### WHAT THE TASK ASKS
For each line of the data below that contains "Coffee", return that line.

### SOURCE RECORDS

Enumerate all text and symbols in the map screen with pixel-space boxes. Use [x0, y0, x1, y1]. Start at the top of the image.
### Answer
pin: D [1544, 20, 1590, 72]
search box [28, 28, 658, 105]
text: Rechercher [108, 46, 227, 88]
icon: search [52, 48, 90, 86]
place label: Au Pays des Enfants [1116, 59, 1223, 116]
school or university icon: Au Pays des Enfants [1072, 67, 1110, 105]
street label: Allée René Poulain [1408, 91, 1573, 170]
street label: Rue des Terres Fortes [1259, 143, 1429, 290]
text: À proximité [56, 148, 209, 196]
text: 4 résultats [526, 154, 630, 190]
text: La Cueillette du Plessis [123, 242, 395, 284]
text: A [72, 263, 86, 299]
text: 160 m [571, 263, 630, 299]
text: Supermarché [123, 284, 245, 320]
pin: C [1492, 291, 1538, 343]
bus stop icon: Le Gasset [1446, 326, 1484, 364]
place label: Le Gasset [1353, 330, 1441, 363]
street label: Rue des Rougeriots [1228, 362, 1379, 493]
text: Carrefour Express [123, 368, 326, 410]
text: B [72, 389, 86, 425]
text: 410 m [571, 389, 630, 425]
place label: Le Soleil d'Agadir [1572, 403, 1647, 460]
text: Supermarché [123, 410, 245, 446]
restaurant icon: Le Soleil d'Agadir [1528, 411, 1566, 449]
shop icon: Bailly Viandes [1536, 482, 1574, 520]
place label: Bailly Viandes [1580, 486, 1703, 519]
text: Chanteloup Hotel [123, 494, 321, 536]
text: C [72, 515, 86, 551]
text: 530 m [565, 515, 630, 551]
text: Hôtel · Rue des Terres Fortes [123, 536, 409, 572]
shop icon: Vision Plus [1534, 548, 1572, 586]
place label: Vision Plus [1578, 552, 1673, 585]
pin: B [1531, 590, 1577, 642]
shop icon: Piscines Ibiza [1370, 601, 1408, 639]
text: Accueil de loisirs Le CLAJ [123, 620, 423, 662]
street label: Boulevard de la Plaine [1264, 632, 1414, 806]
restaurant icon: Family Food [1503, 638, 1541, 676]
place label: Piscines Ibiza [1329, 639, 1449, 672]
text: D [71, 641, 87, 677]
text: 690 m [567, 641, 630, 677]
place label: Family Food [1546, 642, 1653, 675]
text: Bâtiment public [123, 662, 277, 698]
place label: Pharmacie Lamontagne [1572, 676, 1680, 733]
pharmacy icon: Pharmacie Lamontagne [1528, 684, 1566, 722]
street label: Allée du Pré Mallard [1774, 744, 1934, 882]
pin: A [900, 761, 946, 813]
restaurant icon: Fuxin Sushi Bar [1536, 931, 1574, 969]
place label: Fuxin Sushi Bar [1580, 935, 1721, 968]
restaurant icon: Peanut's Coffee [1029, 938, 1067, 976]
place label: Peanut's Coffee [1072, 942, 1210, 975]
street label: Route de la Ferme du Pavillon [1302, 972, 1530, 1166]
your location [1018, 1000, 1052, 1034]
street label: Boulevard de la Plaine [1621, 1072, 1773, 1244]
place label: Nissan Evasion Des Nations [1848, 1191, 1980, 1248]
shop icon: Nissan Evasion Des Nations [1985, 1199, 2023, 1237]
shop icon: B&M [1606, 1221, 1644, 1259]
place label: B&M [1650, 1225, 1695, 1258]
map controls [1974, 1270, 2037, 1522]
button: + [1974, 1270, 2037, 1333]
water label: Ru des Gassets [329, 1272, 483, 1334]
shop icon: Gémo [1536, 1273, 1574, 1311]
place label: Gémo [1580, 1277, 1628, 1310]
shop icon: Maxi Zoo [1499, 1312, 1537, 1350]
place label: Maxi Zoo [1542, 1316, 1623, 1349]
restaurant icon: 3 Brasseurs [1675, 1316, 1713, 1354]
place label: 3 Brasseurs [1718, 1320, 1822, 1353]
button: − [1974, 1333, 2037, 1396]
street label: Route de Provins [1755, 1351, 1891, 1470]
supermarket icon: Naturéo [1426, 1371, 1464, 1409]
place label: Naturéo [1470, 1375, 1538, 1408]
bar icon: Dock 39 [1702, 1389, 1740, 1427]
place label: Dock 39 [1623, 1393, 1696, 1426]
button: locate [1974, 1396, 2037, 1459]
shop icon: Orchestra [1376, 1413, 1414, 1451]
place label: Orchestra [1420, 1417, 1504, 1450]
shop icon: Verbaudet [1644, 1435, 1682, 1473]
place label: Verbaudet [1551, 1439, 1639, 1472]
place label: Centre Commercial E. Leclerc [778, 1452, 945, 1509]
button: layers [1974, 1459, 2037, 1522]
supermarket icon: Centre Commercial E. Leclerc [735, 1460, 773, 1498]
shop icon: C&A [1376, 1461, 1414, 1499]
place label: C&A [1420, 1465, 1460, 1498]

### RESULT
restaurant icon: Peanut's Coffee [1029, 938, 1067, 976]
place label: Peanut's Coffee [1072, 942, 1210, 975]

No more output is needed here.